══ DATA IN THIS EXERCISE

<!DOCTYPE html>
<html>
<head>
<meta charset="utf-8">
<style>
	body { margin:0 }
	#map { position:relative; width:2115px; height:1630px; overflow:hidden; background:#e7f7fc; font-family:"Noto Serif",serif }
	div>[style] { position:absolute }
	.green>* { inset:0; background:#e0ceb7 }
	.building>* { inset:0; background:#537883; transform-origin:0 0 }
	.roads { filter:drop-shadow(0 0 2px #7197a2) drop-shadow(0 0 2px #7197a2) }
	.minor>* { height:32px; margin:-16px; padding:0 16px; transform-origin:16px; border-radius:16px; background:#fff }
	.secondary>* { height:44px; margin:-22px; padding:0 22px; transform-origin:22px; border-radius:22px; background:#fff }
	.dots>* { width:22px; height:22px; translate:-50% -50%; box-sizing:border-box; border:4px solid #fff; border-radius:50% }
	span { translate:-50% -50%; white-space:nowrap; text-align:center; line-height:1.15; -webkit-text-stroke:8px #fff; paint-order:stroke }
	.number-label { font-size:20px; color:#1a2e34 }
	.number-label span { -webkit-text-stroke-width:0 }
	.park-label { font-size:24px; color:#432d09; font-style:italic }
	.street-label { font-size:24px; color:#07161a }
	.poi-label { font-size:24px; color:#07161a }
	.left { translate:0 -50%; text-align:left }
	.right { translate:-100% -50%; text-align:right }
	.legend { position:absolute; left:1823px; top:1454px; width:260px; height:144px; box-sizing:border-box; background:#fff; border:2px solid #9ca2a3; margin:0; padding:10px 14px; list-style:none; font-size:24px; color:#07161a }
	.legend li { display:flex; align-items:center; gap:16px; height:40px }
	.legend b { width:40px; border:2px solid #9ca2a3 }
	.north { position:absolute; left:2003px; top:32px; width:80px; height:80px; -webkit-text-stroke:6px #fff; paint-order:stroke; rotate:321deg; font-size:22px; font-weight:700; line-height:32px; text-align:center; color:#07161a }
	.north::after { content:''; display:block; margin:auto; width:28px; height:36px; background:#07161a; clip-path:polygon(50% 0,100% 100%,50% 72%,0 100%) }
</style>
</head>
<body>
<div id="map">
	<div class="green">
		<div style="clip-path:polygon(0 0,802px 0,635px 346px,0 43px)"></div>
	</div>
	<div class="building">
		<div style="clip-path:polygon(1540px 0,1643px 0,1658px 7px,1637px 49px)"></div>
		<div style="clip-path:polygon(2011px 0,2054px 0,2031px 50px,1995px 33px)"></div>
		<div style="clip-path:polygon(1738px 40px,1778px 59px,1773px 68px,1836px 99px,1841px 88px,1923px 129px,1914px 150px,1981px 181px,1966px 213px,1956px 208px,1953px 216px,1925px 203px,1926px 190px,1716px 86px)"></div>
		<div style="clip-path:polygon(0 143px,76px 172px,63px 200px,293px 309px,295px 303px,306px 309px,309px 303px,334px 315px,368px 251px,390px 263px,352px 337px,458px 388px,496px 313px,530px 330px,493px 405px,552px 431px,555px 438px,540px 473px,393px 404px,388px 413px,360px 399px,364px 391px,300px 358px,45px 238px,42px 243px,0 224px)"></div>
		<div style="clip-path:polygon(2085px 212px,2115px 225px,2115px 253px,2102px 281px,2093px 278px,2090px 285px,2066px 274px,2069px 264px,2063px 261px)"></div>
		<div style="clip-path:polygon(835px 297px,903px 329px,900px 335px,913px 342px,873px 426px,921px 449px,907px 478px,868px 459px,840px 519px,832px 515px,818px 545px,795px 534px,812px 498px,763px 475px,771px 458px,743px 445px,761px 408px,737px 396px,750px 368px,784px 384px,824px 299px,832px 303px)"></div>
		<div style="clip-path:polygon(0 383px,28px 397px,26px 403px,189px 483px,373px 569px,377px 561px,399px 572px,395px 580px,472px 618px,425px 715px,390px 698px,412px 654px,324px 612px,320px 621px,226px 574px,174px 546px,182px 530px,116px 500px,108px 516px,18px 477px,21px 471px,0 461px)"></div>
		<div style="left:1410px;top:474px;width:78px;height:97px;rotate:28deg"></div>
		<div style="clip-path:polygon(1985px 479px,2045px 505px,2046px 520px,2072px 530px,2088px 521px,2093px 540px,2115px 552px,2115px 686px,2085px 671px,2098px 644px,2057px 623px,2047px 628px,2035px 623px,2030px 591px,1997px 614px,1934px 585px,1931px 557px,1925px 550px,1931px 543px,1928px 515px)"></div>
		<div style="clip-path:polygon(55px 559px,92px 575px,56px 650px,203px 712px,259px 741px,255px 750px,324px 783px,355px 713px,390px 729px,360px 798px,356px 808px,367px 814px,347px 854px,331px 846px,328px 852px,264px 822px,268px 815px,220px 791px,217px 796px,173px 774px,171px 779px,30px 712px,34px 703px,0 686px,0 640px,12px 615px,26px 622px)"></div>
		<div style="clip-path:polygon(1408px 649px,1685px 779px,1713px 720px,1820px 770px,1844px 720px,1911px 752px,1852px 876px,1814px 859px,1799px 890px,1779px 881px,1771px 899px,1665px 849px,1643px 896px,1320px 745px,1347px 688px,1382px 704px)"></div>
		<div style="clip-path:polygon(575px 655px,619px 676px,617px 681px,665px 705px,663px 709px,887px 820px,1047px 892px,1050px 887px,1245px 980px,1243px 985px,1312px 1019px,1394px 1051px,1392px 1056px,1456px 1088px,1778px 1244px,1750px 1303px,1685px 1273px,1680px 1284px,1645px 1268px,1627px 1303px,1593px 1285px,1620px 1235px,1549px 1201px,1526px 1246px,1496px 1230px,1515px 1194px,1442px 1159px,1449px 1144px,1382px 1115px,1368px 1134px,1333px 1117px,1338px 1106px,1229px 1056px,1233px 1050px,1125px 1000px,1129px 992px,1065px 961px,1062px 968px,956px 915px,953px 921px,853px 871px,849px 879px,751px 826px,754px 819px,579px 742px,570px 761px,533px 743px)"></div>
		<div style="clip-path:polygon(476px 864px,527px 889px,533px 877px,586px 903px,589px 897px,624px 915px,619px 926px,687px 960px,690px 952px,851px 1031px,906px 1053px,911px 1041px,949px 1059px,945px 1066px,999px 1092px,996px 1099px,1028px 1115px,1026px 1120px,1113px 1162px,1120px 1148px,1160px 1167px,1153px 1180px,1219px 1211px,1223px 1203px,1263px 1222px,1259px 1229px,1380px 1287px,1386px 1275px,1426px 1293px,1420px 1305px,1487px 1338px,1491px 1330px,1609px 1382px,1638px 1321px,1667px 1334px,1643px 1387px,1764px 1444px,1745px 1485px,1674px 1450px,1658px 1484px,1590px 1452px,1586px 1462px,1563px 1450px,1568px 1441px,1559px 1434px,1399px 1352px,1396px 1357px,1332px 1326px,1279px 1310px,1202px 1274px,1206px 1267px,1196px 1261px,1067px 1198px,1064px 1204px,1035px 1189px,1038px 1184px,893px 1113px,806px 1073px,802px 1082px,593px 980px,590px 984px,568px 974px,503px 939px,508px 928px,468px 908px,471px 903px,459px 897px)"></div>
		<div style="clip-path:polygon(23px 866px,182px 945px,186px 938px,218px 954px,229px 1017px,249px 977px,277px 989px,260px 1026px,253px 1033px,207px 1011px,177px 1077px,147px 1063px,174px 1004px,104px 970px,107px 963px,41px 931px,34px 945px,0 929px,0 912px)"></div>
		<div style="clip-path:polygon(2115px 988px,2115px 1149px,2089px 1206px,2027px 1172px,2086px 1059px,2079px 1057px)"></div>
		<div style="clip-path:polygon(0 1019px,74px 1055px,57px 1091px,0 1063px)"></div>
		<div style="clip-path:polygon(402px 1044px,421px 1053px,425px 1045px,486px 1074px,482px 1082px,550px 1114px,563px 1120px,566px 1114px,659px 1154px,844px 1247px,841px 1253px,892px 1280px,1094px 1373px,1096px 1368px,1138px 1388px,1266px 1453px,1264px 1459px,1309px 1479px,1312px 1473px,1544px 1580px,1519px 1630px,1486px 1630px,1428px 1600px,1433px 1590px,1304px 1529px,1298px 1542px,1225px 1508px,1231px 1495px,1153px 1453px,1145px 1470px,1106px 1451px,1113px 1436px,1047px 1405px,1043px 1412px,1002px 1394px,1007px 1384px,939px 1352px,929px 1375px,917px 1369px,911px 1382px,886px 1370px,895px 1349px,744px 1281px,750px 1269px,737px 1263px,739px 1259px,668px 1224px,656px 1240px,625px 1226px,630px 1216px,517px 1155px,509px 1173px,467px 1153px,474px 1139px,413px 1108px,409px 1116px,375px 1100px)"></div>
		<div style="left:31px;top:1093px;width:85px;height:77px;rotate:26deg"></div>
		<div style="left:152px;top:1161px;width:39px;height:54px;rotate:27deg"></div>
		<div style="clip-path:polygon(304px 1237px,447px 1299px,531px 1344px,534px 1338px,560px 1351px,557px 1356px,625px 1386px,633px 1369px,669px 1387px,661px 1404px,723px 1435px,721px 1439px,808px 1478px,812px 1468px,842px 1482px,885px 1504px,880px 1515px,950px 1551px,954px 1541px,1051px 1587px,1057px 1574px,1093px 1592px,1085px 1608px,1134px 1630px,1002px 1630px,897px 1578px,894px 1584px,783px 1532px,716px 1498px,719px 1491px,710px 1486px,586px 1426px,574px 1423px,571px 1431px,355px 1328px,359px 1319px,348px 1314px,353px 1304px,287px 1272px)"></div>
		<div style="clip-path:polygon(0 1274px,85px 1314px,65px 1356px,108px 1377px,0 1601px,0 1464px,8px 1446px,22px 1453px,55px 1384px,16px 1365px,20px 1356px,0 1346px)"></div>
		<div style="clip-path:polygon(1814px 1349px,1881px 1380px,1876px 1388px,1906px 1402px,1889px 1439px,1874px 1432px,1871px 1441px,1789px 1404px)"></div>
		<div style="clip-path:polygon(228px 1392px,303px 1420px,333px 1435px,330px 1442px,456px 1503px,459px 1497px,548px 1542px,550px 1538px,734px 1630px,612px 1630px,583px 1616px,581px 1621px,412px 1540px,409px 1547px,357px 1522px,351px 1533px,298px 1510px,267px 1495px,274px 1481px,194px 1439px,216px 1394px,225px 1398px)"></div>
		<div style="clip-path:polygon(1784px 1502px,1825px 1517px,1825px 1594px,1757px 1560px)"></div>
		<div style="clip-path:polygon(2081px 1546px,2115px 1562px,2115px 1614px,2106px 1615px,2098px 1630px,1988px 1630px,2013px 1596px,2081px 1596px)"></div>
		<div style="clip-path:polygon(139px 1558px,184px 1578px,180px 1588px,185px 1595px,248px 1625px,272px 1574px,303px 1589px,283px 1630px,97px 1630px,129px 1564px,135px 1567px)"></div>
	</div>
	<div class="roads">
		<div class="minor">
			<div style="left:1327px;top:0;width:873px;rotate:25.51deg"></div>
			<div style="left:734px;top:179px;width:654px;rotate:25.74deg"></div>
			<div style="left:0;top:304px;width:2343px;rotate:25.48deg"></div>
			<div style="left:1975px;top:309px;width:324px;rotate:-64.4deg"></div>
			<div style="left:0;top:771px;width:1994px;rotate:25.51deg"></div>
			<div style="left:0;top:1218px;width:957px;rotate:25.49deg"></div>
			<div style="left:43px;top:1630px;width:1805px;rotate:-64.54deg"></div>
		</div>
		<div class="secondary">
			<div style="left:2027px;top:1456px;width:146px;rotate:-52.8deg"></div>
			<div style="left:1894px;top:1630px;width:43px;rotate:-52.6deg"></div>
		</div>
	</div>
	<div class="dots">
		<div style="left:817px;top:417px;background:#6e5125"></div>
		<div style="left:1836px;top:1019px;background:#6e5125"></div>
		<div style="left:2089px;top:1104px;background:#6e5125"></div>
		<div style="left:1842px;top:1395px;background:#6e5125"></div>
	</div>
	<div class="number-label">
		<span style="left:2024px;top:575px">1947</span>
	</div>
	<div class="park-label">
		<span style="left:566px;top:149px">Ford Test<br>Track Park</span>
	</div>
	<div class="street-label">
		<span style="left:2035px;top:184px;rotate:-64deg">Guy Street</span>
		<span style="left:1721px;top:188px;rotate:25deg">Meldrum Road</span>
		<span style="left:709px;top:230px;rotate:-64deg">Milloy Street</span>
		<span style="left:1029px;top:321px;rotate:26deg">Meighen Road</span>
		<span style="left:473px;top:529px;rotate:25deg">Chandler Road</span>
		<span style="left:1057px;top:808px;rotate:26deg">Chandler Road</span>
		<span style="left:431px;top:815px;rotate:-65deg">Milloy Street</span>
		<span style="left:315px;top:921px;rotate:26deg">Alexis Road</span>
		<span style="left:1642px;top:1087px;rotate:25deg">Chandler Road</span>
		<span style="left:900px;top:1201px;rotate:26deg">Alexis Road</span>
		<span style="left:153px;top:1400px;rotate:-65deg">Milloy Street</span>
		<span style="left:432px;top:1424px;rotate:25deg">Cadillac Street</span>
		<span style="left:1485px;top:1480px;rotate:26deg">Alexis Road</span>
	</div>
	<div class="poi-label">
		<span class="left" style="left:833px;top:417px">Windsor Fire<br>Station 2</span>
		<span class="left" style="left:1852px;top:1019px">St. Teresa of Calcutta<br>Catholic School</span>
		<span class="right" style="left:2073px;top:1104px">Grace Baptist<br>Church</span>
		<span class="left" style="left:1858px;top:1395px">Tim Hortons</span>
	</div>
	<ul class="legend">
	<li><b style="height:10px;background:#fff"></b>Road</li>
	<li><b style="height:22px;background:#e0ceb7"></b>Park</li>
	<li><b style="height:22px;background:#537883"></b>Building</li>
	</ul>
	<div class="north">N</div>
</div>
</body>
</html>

════

INSTRUCTIONS TO FOLLOW
Filter the data above, keeping only lines that include the string "number".

SOLUTION BELOW
	.number-label { font-size:20px; color:#1a2e34 }
	.number-label span { -webkit-text-stroke-width:0 }
	<div class="number-label">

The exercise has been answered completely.